ベリルは前を向いたまま、ふん、と鼻を鳴らす。
「星喰いの腹の中で、エルネに逢えるやもしれんの」
「はは」
乾いた笑いが漏れて、耳が萎れる。揺れる運搬艇の中で目を瞑ったとき、助手席から唸り声が聞こえてきた。
『まだ諦めるな。俺の寝覚めが悪くなる』
◇
打つ手なんかもう無いんじゃないかと、シバ様に視線を向ける。
『トト君の運搬艇は、《七色鉱山》を出たときのままだな?』
「そうですけど。速度が上がらなくて、このままじゃ追い付かれてお終いです」
『サンゲンの奴が勝手につけた仕掛けがあっただろう』
「……あ」
思い出した。制御球の横に、親方に聞いても「最後の手段だ」としか教えてくれなかった赤いスイッチがある。
『動力機関の出力制限を解除できる。負荷が大きいから長時間は使えんが』
「やってみます」
それで運搬艇が壊れてしまうなら、それまでだろう。隣で会話を聞いていたベリルが、僕の腕を軽く叩く。

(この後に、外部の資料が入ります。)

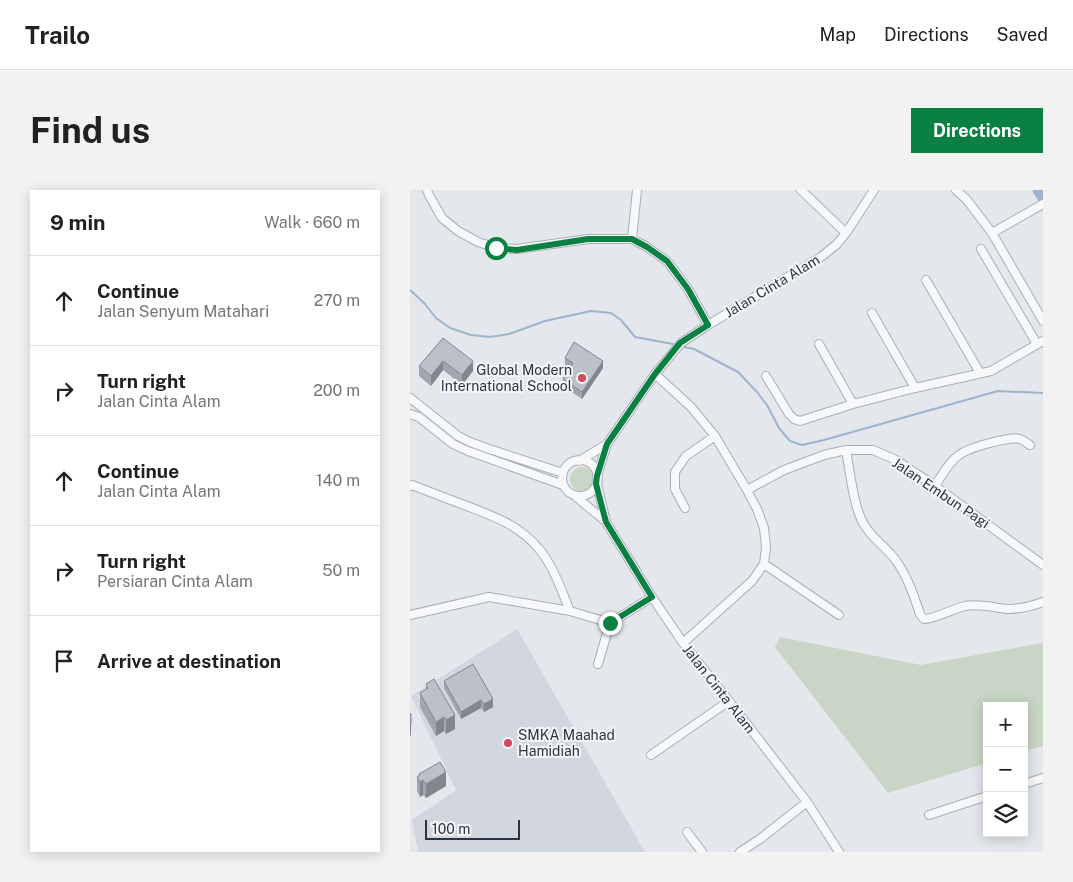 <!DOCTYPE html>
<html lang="en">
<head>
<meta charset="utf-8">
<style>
  body { margin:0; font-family:"Public Sans",sans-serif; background:#f2f2f2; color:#202124 }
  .controls { position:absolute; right:15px; bottom:15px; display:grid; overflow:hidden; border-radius:0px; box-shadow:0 2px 12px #0003 }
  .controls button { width:45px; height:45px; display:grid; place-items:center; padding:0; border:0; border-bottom:1px solid #e0e0e0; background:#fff; color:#202124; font:25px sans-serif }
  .scale { position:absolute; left:15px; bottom:12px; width:95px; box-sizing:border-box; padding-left:5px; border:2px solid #2b3445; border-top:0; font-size:14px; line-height:18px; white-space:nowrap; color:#2b3445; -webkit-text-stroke:4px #f4f6f9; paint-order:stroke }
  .stop { position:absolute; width:15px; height:15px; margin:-11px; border:4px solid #0b8043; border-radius:50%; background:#fff }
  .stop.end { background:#0b8043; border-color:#fff; box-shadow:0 1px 5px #0008 }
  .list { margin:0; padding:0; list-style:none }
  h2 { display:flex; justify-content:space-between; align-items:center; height:65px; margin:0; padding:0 20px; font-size:21px }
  h2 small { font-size:16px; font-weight:400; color:#757577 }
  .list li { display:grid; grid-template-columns:32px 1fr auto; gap:15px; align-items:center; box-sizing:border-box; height:90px; padding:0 20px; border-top:1px solid #e0e0e0 }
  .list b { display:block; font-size:19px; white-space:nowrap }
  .list p { margin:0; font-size:16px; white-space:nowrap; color:#757577 }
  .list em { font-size:16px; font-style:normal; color:#757577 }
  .icon { flex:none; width:28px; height:28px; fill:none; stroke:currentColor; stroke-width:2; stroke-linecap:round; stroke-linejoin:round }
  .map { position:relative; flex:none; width:633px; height:662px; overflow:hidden; border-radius:0px }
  header { display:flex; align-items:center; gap:30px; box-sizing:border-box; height:70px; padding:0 25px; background:#fff; border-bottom:1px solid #e0e0e0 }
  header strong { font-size:24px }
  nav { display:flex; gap:28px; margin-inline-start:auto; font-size:18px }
  .intro { display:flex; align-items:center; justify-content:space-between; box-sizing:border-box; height:120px; padding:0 30px }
  h1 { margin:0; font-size:35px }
  .button { padding:12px 22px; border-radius:0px; background:#0b8043; color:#fff; font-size:18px; font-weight:700 }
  main { display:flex; gap:30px; padding:0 30px }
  aside { flex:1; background:#fff; border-radius:0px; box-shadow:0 2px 12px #0003 }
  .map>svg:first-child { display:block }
  .built { fill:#d2d6de }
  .green { fill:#c9d6c5 }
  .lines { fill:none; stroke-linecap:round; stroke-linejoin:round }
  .stream { stroke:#9fb4cc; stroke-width:2 }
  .river { stroke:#9fb4cc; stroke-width:11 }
  .minor-casing { stroke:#a9aeb7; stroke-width:10 }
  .minor { stroke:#f7f8fa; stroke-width:8 }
  .wall { fill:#a1a5ae }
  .shaded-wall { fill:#83868d }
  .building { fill:#bbc0ca; stroke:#83868d }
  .route { stroke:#0b8043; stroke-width:6 }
  .poi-dot { fill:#d1495b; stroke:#f4f6f9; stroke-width:2 }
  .labels { text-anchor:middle; stroke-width:4; stroke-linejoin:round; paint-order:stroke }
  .street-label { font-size:14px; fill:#2b3445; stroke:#f4f6f9 }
  .poi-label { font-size:14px; fill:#2b3445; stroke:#f4f6f9; text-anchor:end }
</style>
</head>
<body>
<header>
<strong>Trailo</strong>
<nav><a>Map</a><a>Directions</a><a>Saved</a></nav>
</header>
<div class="intro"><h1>Find us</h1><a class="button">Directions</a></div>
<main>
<aside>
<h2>9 min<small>Walk · 660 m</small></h2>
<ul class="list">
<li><svg class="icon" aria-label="ahead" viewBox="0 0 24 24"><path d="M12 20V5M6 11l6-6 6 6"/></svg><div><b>Continue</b><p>Jalan Senyum Matahari</p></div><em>270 m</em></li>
<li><svg class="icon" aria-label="right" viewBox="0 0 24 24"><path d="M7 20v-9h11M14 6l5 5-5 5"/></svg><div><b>Turn right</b><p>Jalan Cinta Alam</p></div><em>200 m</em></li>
<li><svg class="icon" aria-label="ahead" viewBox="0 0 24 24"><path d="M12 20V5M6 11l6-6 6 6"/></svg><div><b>Continue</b><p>Jalan Cinta Alam</p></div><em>140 m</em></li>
<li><svg class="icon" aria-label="right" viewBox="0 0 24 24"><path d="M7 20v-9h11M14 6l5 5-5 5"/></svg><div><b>Turn right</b><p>Persiaran Cinta Alam</p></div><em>50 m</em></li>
<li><svg class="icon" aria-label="arrive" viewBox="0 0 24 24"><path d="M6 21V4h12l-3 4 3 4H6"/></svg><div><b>Arrive at destination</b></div></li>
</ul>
</aside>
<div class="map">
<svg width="633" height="662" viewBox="0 0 633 662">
  <rect width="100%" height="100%" fill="#e4e7ec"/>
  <path class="built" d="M107 439 235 662H8L2 630 46 600 1 506Z"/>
  <path class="green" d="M160 289a12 12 0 1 1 24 0a12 12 0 1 1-24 0Z
    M370 447 511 475 633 453V556L614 561V516H577V573L478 603 365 457Z"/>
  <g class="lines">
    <path class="stream" d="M0 100 15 114 26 128 40 138 61 145 80 147 99 144 135 131 181 121 201 123 211 130 225 147 263 154
      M274 157 284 159 328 182 347 202 357 215 369 238 380 251 392 255 414 250 588 201 633 203"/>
    <path class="river" d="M628 0 633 8"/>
    <g class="minor-casing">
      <path id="minor" d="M17 0 19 5 32 28 48 41 68 52 86 58 107 59 178 49H222L237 57 257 71 278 99 298 135
        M391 0 436 43
        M546 0 557 10 582 43 633 14
        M582 43 633 131
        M222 49 227 0
        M571 59 627 154
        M516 90 570 183
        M462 123 505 198
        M409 154 443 214
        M245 184 281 217 305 246 337 300 347 319 354 338 356 357 354 374 342 391 273 453
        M356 186 379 224 384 229 390 231 443 214 505 198 581 181 633 151
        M0 208 48 246 60 252 79 259 153 283
        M0 224 9 227 43 254 58 261 153 295
        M436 260C440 282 443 312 452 331 460 348 477 357 487 372 498 388 504 406 510 424L514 429C524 429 543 419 555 416 569 413 584 418 598 419 610 419 622 416 633 412
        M152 288a18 18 0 1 1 36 0a18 18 0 1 1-36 0Z
        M169 271 197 254
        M187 286 197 254 245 184 271 153 298 135 411 67 427 54 436 43 464 0
        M187 294 196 332 242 407 273 453 319 511 397 612 429 662
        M0 296 2 295C20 302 38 309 57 316 85 327 109 335 129 359 143 375 152 402 160 421
        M525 296C532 285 538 273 549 265 558 258 599 246 610 249 613 250 617 253 620 255
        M337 300 374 280 414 265 436 260H463L486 270 525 296 633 375
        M165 306 194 330
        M275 318 265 299V282L276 266 305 246
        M354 374 429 425
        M0 425 79 407 160 421 200 433 242 407
        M188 474 200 433
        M241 565 319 511
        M614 594 633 588
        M519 625 577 606
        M277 642 292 662
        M330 662 350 649 397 612"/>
    </g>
    <use href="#minor" class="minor"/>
  </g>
  <path class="wall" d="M33 148 63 181 52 195 33 180 21 196 9 186V176Z
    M155 168 193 178 172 209 153 196V189L160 178 155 175Z
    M34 491 83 517 74 522 71 518 51 529 34 498Z
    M16 494 45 539 36 544 34 541 26 546 10 517V503L16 500Z
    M9 584 36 596 16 608 13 605 10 607 7 601V587L9 585Z"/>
  <path class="shaded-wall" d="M33 171V180L21 196V186Z
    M63 171V181L52 195V185Z
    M193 171V178L172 209V202Z
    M83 509V517L74 522V514Z
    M71 510V518L51 529V522Z
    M45 525V539L36 544V530Z
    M34 527V541L26 546V532Z
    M1 535V545L0 546V536Z
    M36 582V596L16 608V594Z
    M13 590V605L10 607V592Z"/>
  <path class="building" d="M33 148 63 171 52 185 33 171 21 186 9 176Z
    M164 152 193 171 172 202 153 189 163 173 155 168Z
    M63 474 83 509 74 514 71 510 51 522 34 491Z
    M24 489 45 525 36 530 34 527 26 532 10 503 18 498 16 494Z
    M0 523 1 524V535L0 536Z
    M30 572 36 582 16 594 13 590 10 592 7 587 10 585 9 584Z"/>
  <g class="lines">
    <path class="route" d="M86 58 107 60 178 49H222L237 57 257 71 278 99 298 135 270 153 245 184 197 254 187 286 186 294 196 332 242 407 200 433"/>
  </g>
  <g class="poi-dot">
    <circle cx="172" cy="188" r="5"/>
    <circle cx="98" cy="553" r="5"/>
  </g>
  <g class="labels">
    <g class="street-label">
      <text transform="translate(362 96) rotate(-31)" y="5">Jalan Cinta Alam</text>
      <text transform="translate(531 303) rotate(34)" y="5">Jalan Embun Pagi</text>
      <text transform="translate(309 499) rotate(52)" y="5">Jalan Cinta Alam</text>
    </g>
    <g class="poi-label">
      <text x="162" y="185">Global Modern<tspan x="162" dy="16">International School</tspan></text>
      <text x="108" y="550" text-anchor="start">SMKA Maahad<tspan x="108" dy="16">Hamidiah</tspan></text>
    </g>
  </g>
</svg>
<div class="controls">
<button>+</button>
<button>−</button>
<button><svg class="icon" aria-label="layers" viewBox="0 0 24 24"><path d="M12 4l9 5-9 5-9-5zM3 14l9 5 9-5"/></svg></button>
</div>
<div class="scale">100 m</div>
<div class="stop" style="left:86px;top:58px"></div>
<div class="stop end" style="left:200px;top:433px"></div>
</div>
</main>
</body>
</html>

「マナにはまだ余裕があるのじゃろう? 壁でも何でも出して、足止めしてやるがよい」
「でも、それじゃあベリルが」
「少しでも残っていればなんとかなる。この状況で使い惜しみは、ナシじゃ」
確かにそうだ。《収納鞄》から別の《魔力回復薬》を取り出すのは諦めて、《牙竜》を狙って集中する。
「生成、《土壁》。即時顕現」
【警告。魔力が不足しています。不足分をマナで代替しますか?】
承認。こちらに迫ってくる竜の目の前に、四角い岩壁が現れる。走り出した勢いのまま、岩壁を避け切れずに頭をぶつけ、忌々しげな声を上げる。
【魔力残量 0 + 14 / マナ残量 7134】
前に向き直り、マナの残量を確かめる。同じように《土壁》を生成できるのは、多くてあと二回か。
シバ様の幻像をすり抜けて、ベリルが助手席の縄梯子を蹴り落とす。似たような状況があったなと考えているうちに、運搬艇がカロッテの上を通り過ぎ、縄梯子が荷重でぴんと張った。
「加速じゃ、トト!」
赤いボタンを叩くように押して、制御球にわずかな魔力を流し込む。動力機関の低音が大きくなり、運搬艇の揺れが激しくなった。
「故障か!?」
「いや、加速は、してるけど──っ」
制動が上手くいかない。針路がふらふらと定まらない中、《牙竜》がひときわ大きな咆哮を上げた。縄梯子を登ってくるカロッテの様子を覗っていたベリルが、背後を見て苦い顔になった。
「奴め、飛んできよるか……」
岩壁を喰ってきっちり再生したのか、どうやら足止めの効果はもう無くなったらしい。もう一度、壁を出して牽制しようにも、制御球から手を放せば運搬艇があらぬ方向に飛んで行ってしまいそうだ。
少しずつ迫ってくる《牙竜》の気配を感る。なんとか隙を見つけて対処しなければ、状況は悪くなっていくばかりだろう。
──視界の端に流れる一筋の光が、そんな僕の思考を中断させた。